For those of you who were just minutes late, it isn’t a big deal (although, you did have weeks).

However: in looking at the first few, I see there was something that was not clear in the instructions. We will give people a chance to correct it. (it’s small)

Here is the bad paragraph from the assignment (emphasis added by me):

For each visualization, there should be a good caption, explaining the data and enough of the story. Although, if your graph is really great, the reader might figure out the story without reading the caption. Please do not put your name inside the PDF (so that we can send them out for anonymous critique). The PDFs should be 1 page each. it should be clear from the visualization and/or caption what data set it is. Turn in a 6th document that explains how you made the pictures, and what you were trying to show with each one. These will be turned in as an assignment on Canvas.

We asked for your captions to explain what the story is that the viewer supposed to see. There is a hazy line between explaining what the graph was meant to be about (i.e., what question) and telling the answer directly.

Peer reviews will be asked to evaluate “Does the visualization address/answer the question effectively” – so they need to know what question the designer had in mind.

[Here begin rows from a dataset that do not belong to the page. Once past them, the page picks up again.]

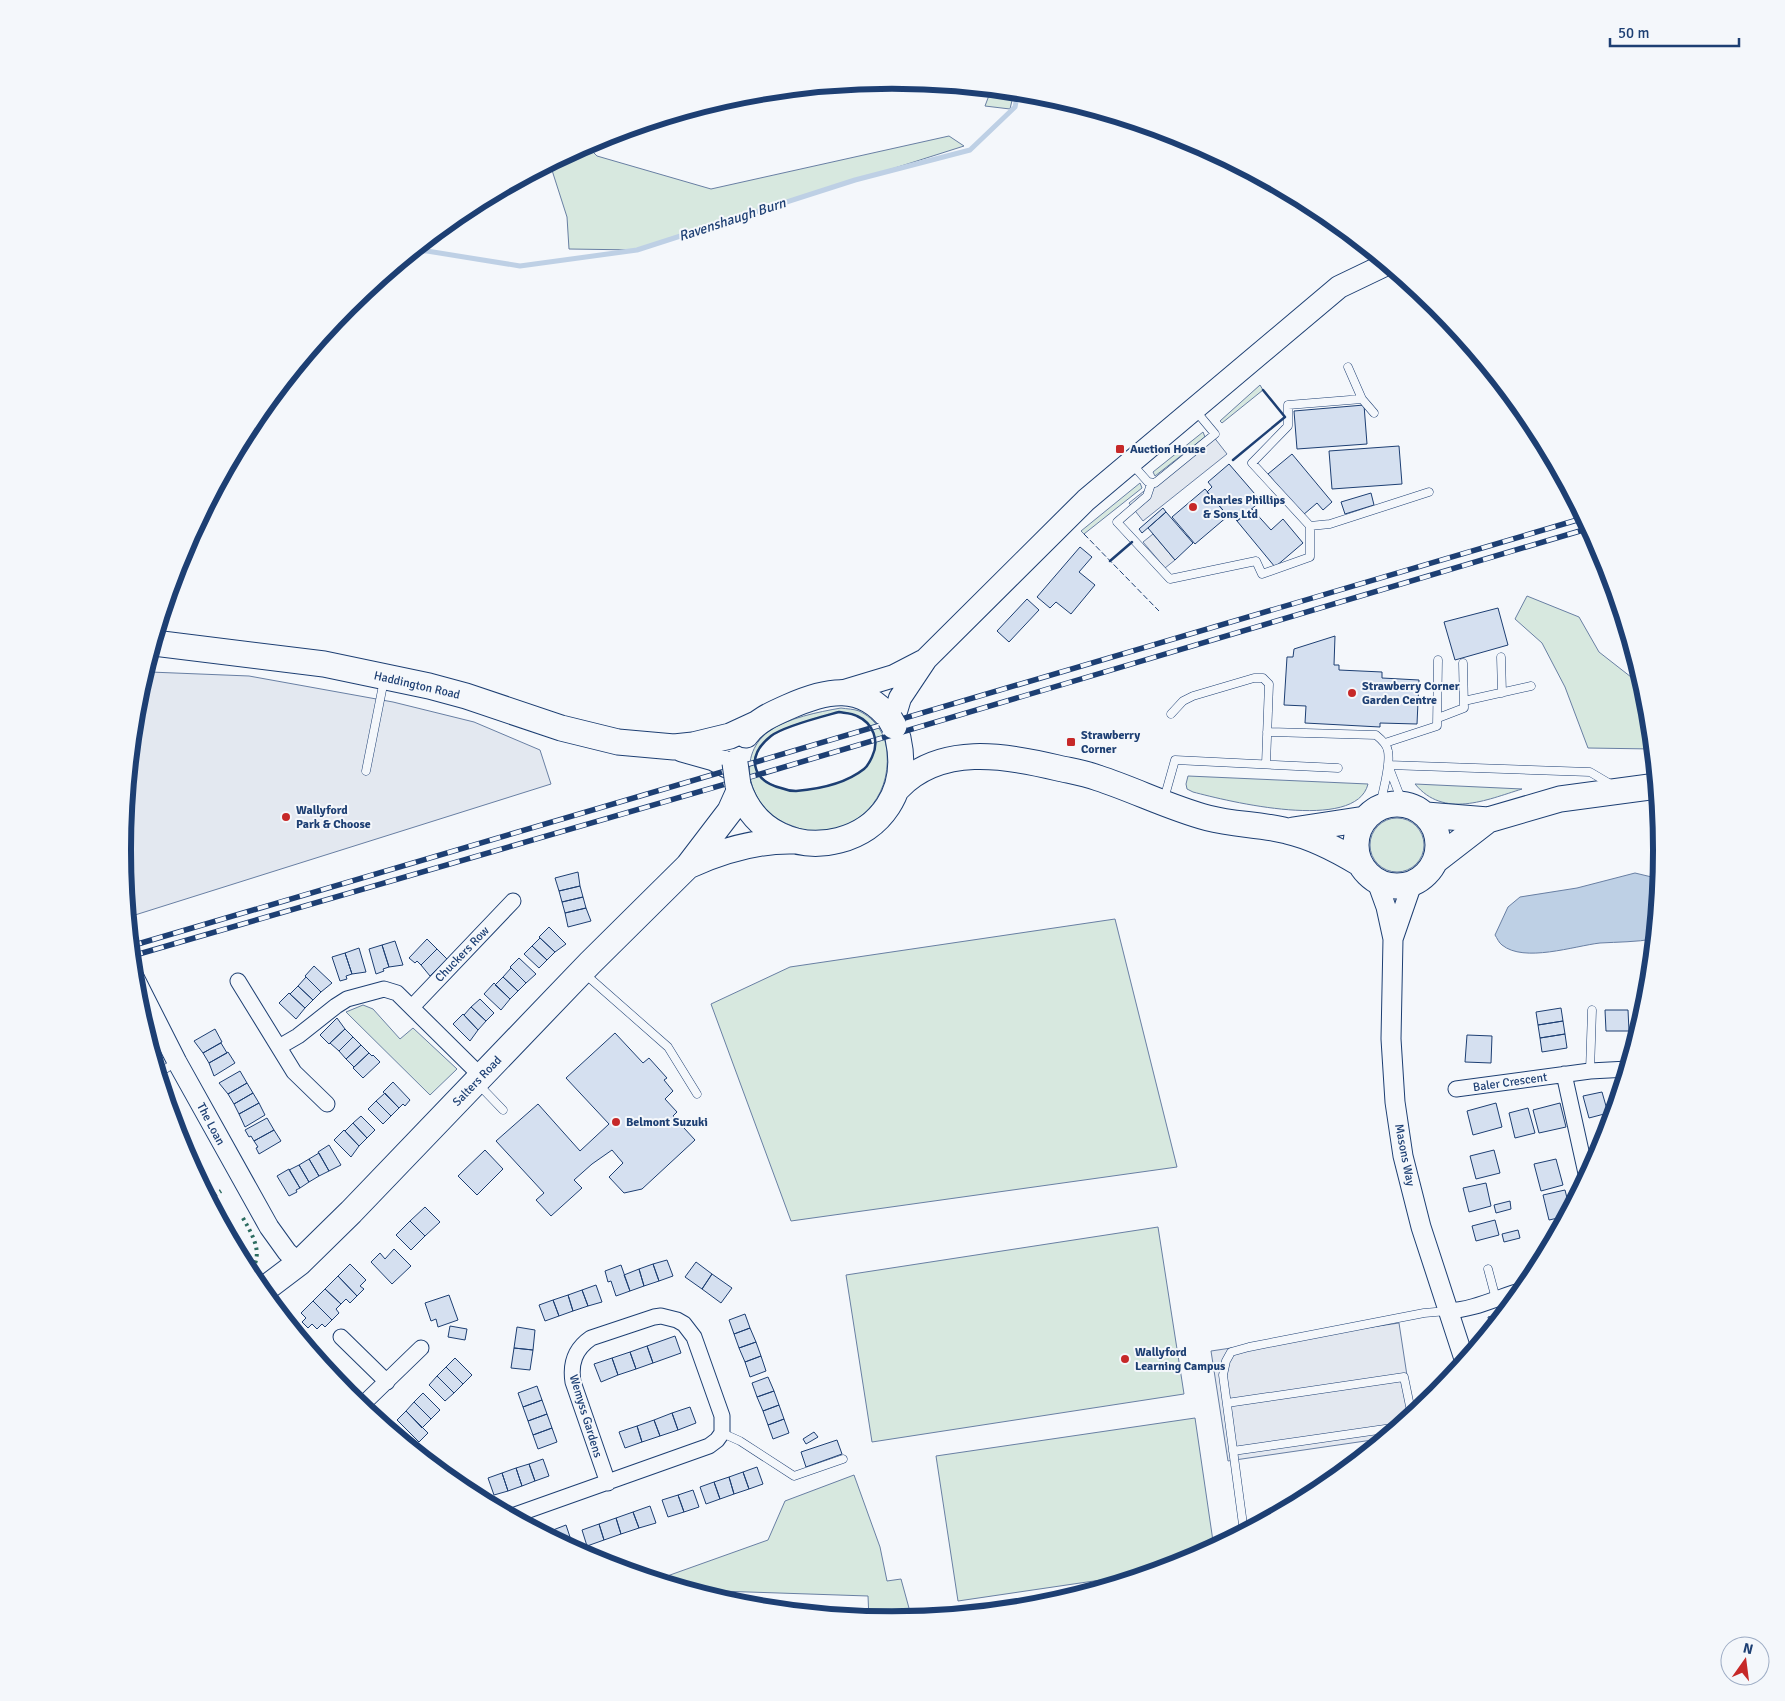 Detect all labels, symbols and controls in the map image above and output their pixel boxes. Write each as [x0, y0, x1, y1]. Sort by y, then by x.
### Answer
scale bar [1610, 15, 1739, 47]
text: 50 m [1618, 24, 1649, 42]
water label: Ravenshaugh Burn [676, 194, 788, 245]
place label: Auction House [1130, 442, 1206, 457]
marker: Auction House [1114, 443, 1126, 455]
place label: Charles Phillips & Sons Ltd [1203, 493, 1286, 522]
marker: Charles Phillips & Sons Ltd [1187, 501, 1199, 513]
street label: Haddington Road [372, 668, 462, 703]
place label: Strawberry Corner Garden Centre [1362, 679, 1460, 708]
marker: Strawberry Corner Garden Centre [1346, 687, 1358, 699]
place label: Strawberry Corner [1081, 728, 1140, 757]
marker: Strawberry Corner [1065, 736, 1077, 748]
place label: Wallyford Park & Choose [296, 803, 371, 832]
marker: Wallyford Park & Choose [280, 811, 292, 823]
street label: Chuckers Row [432, 923, 493, 985]
street label: Salters Road [450, 1053, 505, 1110]
street label: Baler Crescent [1472, 1070, 1548, 1095]
street label: The Loan [193, 1100, 228, 1148]
place label: Belmont Suzuki [626, 1115, 708, 1130]
marker: Belmont Suzuki [610, 1116, 622, 1128]
street label: Masons Way [1391, 1123, 1418, 1188]
place label: Wallyford Learning Campus [1135, 1345, 1226, 1374]
marker: Wallyford Learning Campus [1119, 1353, 1131, 1365]
street label: Wemyss Gardens [566, 1373, 605, 1460]
north arrow [1720, 1636, 1770, 1686]
text: N [1741, 1639, 1755, 1658] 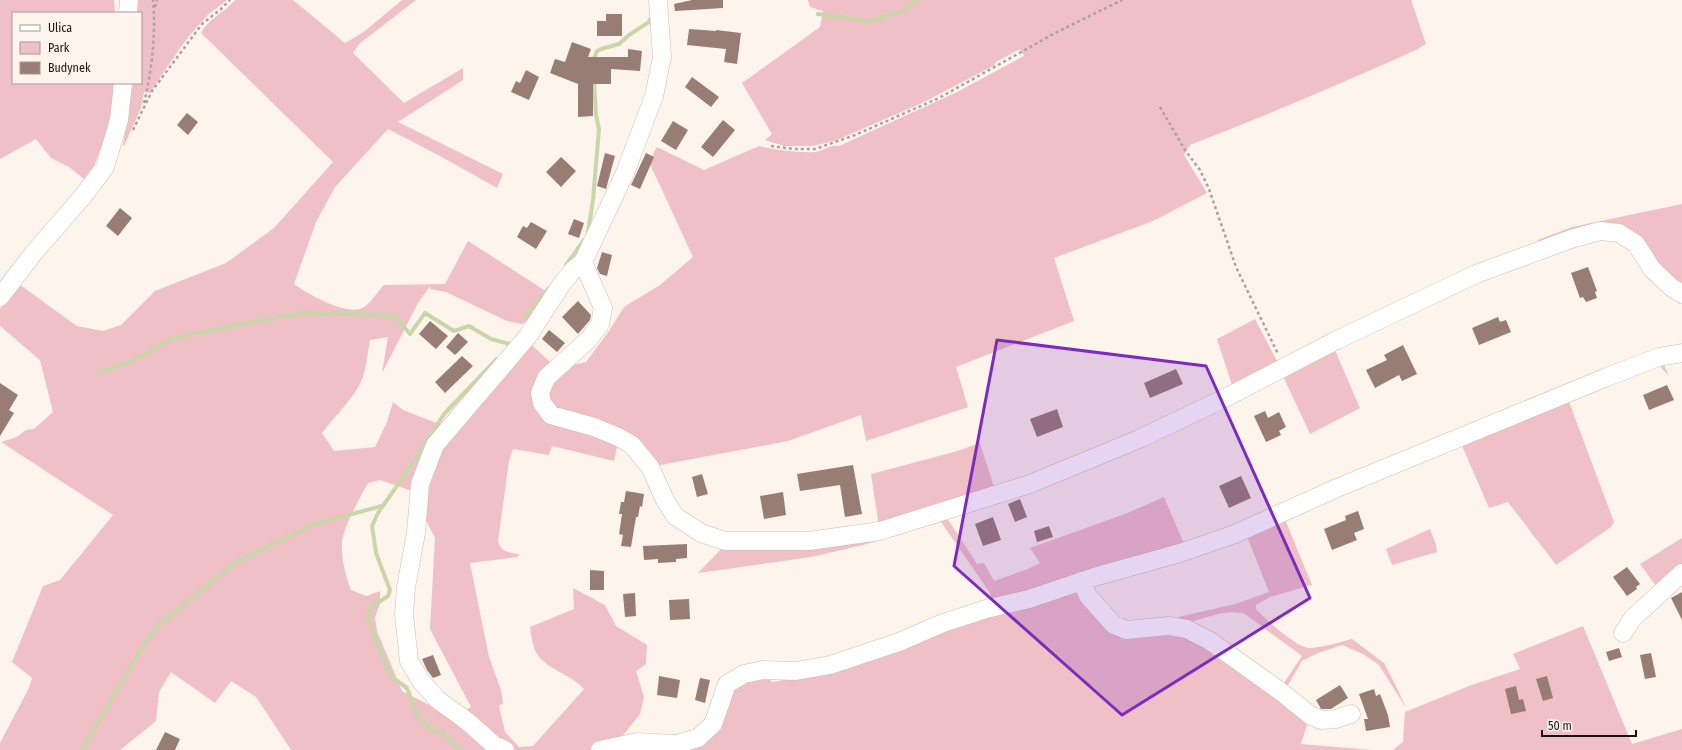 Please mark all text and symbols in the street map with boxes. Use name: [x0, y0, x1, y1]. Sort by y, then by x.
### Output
legend: [12, 12, 142, 84]
text: Ulica: [48, 21, 72, 35]
text: Park: [48, 41, 70, 55]
text: Budynek: [48, 61, 91, 75]
scale bar: [1542, 712, 1636, 738]
text: 50 m: [1548, 719, 1572, 733] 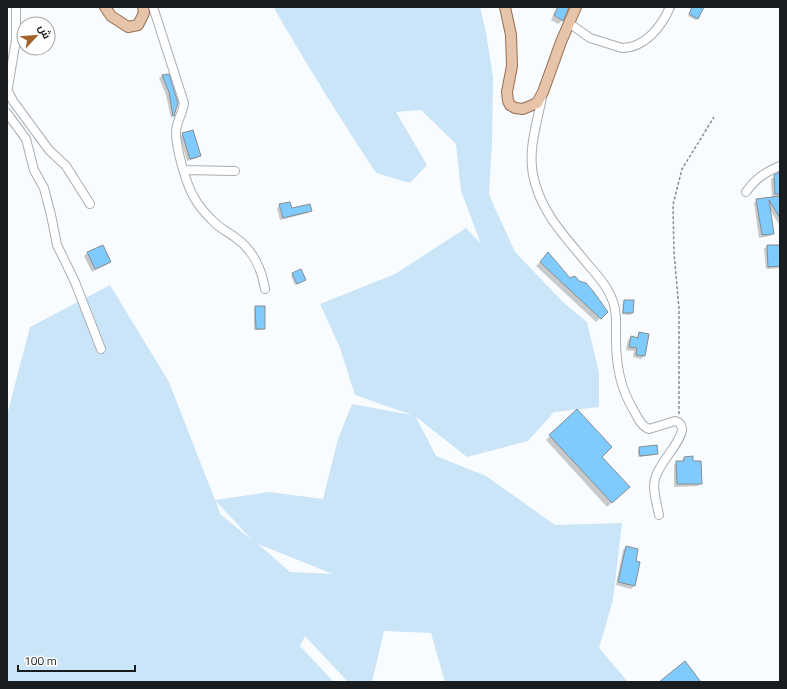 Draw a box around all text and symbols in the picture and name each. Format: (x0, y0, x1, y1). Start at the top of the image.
north arrow (16, 16, 56, 56)
text: ش (35, 22, 55, 41)
scale bar (18, 647, 135, 673)
text: 100 m (24, 651, 57, 670) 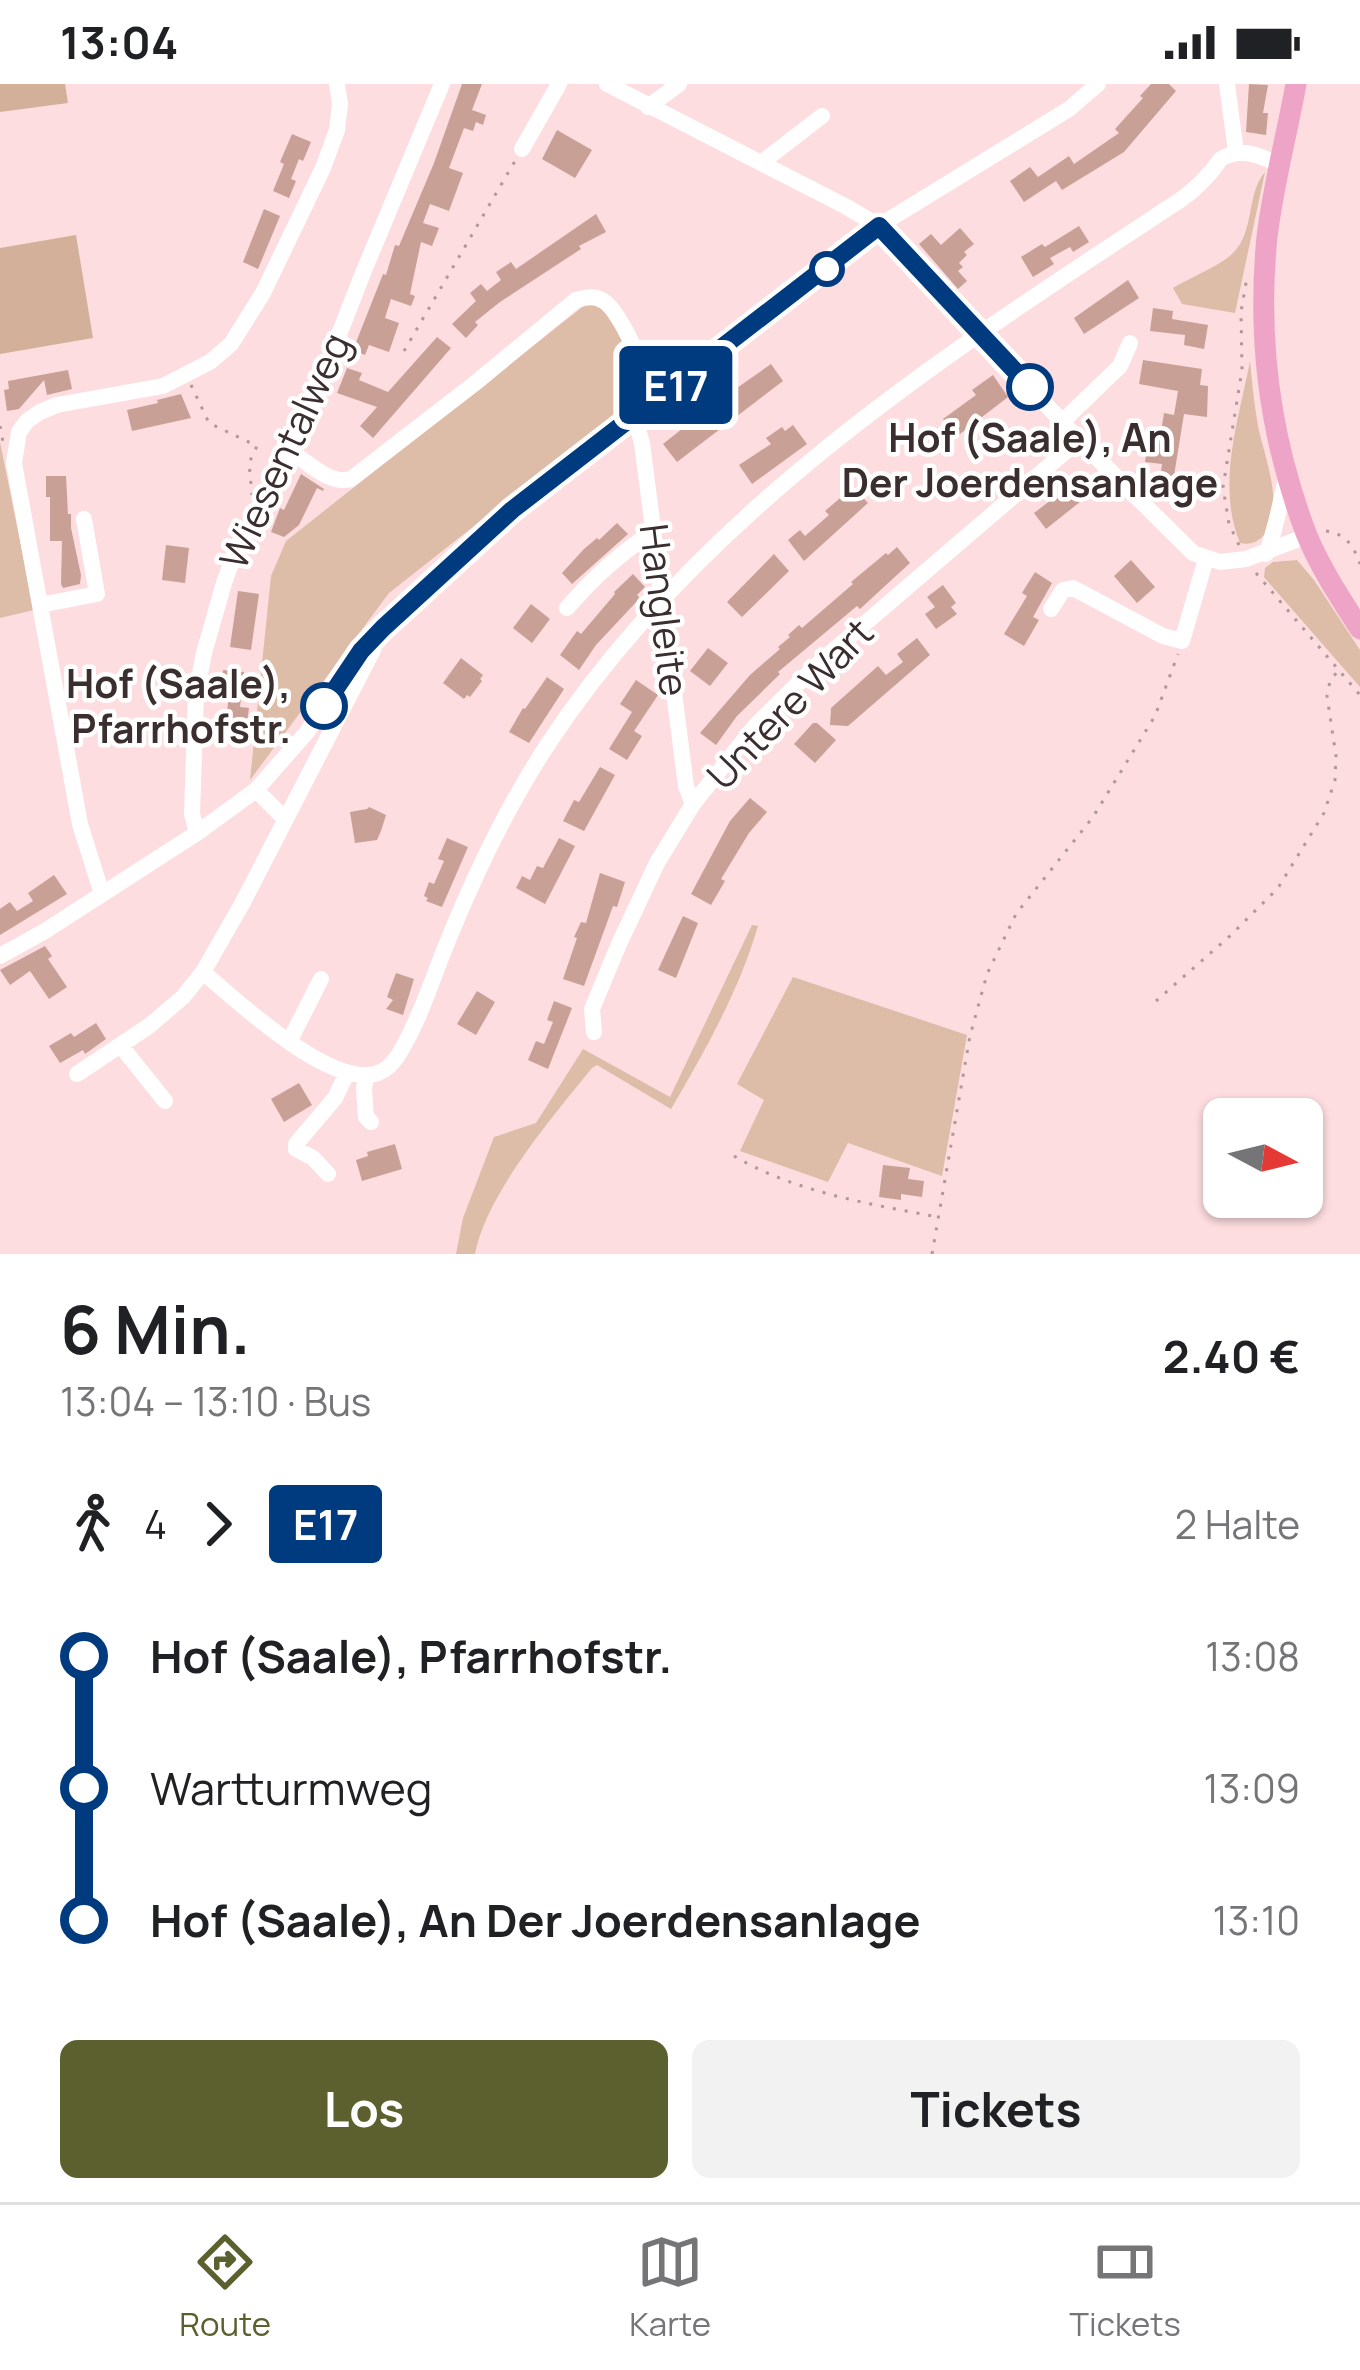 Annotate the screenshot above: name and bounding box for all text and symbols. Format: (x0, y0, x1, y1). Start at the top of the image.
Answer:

For many of you, this is in the documentation file – but since the documentation file is (almost always) not anonymous – so we can’t give it out for peer review.

So… we are giving you the option to address this issue. You may either:

(not recommended option) Redo your pictures with better captions (and turn them in again) – we ask for your honesty in not changing your pictures.
Add an extra file with the captions / questions for each picture that doesn’t have your name on it. For many of you, this is just making an anonymized version ofthe notes file you turned in (with less detail).
Be proud that you were able to guess what I meant when I made the assignment.

If you want to update your assignment, you may do so – either on Canvas, or by sending the new “extra file” to the TA (copies to both of them by email). If you turned things in before this morning, we know it, and adding this extra information will not be held against you.

Note that this is not a big deal: when we grade, we have access to your extra file and can see your descriptions there. But you might want to do this for the benefit of your peer reviewers, or add the extra questions if you don’t feel your descriptions convey them well.

You must do this before we send the files out for peer review. This is a hard deadline. To be safe, do it before 10am, Thursday, March 16th (since we’re likely to start sometime around then). If you’re brave, you can try it after that, but if we start on time, you might lose out.

Last minutes of the Design Challenge 1 Design Phase

by Mike Gleicher on March 15, 2017

The designs for Design Challenge 1 are due in a few hours… A few last minute memos.

If you’ve turned things in already, thank you! You will find out the rewards of being on time.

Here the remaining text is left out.